The word "proxy" is overloaded. A corporate IT department deploys a forward proxy to control what employees can reach on the internet. A CDN operator puts a reverse proxy in front of every origin server to absorb traffic. A service mesh injects a sidecar proxy into every pod to observe and control east-west traffic.
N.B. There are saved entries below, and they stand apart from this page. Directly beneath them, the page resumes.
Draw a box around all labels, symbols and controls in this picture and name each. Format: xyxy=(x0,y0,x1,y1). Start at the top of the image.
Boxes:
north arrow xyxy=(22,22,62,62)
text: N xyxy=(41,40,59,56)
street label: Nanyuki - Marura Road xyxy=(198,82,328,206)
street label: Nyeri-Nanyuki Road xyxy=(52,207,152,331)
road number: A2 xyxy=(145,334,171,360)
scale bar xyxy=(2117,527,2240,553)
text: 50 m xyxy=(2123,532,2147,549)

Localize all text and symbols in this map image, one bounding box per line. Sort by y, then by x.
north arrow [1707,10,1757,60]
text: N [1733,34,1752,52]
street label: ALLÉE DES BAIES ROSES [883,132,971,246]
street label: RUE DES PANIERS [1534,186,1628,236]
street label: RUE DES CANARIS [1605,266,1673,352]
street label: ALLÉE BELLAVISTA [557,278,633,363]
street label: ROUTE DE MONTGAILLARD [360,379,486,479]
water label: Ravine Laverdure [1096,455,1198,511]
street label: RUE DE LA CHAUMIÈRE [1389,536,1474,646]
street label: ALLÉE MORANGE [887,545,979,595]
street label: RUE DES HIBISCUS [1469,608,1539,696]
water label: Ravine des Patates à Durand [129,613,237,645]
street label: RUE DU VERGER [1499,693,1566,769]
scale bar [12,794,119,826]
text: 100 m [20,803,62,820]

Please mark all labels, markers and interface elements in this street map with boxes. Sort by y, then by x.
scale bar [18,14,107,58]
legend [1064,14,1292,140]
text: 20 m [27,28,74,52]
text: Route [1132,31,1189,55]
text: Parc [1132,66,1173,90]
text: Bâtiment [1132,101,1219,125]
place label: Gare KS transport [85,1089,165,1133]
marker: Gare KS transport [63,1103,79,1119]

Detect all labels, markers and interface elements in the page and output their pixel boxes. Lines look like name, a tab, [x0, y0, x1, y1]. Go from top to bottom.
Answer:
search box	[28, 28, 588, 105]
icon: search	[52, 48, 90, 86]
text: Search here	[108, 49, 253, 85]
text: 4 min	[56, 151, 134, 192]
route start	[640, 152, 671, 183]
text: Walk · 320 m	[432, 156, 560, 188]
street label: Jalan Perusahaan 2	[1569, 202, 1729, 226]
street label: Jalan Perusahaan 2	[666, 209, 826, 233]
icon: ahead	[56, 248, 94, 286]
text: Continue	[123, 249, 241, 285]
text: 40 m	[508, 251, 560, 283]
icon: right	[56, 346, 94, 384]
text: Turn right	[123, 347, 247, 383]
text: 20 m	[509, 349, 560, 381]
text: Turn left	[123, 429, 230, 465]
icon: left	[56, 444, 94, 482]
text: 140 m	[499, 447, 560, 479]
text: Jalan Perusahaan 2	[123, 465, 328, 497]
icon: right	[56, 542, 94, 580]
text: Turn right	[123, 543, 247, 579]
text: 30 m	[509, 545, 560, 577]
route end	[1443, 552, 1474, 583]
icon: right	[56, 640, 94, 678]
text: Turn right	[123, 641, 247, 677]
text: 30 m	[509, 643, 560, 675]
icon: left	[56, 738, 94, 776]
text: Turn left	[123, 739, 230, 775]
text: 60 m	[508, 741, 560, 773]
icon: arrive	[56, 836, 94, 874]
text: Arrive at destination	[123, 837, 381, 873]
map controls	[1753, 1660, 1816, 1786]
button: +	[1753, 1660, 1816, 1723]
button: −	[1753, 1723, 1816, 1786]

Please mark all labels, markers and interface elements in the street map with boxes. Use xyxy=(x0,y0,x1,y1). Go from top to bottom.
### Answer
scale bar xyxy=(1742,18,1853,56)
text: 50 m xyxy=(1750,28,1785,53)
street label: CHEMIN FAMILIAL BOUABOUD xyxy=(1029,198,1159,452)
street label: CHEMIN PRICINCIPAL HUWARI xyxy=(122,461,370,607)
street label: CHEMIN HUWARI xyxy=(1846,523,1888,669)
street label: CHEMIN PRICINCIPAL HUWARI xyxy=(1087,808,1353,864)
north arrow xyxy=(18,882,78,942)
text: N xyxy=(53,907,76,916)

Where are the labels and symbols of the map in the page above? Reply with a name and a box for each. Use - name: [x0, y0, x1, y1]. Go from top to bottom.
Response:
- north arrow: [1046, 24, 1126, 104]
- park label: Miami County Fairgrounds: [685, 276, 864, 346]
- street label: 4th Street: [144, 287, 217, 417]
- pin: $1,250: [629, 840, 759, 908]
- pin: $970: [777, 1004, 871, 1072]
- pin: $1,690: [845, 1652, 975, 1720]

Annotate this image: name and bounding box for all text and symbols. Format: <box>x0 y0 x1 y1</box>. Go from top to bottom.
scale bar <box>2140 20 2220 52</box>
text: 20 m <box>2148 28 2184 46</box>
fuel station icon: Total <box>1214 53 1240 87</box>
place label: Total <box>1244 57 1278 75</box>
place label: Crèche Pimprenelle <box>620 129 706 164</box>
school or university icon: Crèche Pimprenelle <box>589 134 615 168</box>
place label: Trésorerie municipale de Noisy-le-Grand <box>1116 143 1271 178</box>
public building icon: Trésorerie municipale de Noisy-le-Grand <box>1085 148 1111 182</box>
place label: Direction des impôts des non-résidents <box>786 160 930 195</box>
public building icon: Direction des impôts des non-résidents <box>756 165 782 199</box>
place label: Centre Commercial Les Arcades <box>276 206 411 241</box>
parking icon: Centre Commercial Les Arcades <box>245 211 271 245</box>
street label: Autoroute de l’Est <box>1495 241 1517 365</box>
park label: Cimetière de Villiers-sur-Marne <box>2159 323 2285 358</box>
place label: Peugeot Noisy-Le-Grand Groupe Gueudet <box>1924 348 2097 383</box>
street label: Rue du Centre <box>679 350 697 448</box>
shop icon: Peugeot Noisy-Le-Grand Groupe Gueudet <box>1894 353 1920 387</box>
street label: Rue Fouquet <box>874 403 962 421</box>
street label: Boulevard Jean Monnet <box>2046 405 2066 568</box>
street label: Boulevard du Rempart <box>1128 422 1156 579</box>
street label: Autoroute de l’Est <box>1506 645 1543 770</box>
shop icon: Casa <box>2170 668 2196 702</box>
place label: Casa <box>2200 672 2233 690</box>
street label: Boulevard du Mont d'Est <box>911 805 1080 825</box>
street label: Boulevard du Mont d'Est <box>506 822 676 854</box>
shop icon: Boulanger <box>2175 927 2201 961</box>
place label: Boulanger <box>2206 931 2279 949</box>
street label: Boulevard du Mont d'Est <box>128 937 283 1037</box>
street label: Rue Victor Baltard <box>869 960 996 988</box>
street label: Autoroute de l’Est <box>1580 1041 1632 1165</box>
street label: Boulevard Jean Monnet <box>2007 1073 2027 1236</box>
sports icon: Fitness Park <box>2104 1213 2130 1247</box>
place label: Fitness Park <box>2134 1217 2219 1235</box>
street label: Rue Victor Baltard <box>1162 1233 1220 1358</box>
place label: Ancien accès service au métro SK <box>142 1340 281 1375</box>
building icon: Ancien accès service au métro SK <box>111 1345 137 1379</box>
Each of these is a "proxy," but they serve fundamentally different principals, sit at different trust boundaries, and carry different failure modes.

Misidentifying which kind of proxy you are operating — or neglecting the failure modes unique to sitting between clients and servers — leads to lost client IP addresses in logs, proxy timeouts shorter than backend processing times, buffer overflows on large payloads, and a new single point of failure that did not exist before the proxy was added.

References:

• MDN Web Docs — Proxy servers and tunneling: https://developer.mozilla.org/en-US/docs/Web/HTTP/Proxy_servers_and_tunneling
• NGINX ngx_http_proxy_module documentation: https://nginx.org/en/docs/http/ngx_http_proxy_module.html
• Envoy Proxy — What is Envoy: https://www.envoyproxy.io/docs/envoy/latest/intro/what_is_envoy

Principle

Understand which principal a proxy serves — the client or the server — and configure it accordingly: forward client IP, align timeouts with backend reality, size buffers for your payload distribution, and treat the proxy as a failure domain that must be designed for HA from day one.

Forward Proxy vs Reverse Proxy

The defining question is: whose identity does the proxy hide, and on whose behalf does it act?

Forward Proxy

A forward proxy acts on behalf of clients. Clients are explicitly configured to route requests through it. The proxy makes requests to the internet on the client's behalf, so the destination server sees the proxy's IP, not the client's.

Common forward proxy use cases:

• Corporate egress control (allowlist/blocklist of external URLs)
• Bandwidth reduction through shared caching of popular resources
• Anonymity (Tor routes through multiple forward proxies)
• Content filtering for compliance

The client knows it is talking to a proxy. The server does not know (or care) who the real client is.

Reverse Proxy

A reverse proxy acts on behalf of servers. Clients do not configure it; they simply connect to a hostname that resolves to the proxy. The proxy forwards requests to one or more backend servers and returns the response. The client sees only the proxy, not the backends.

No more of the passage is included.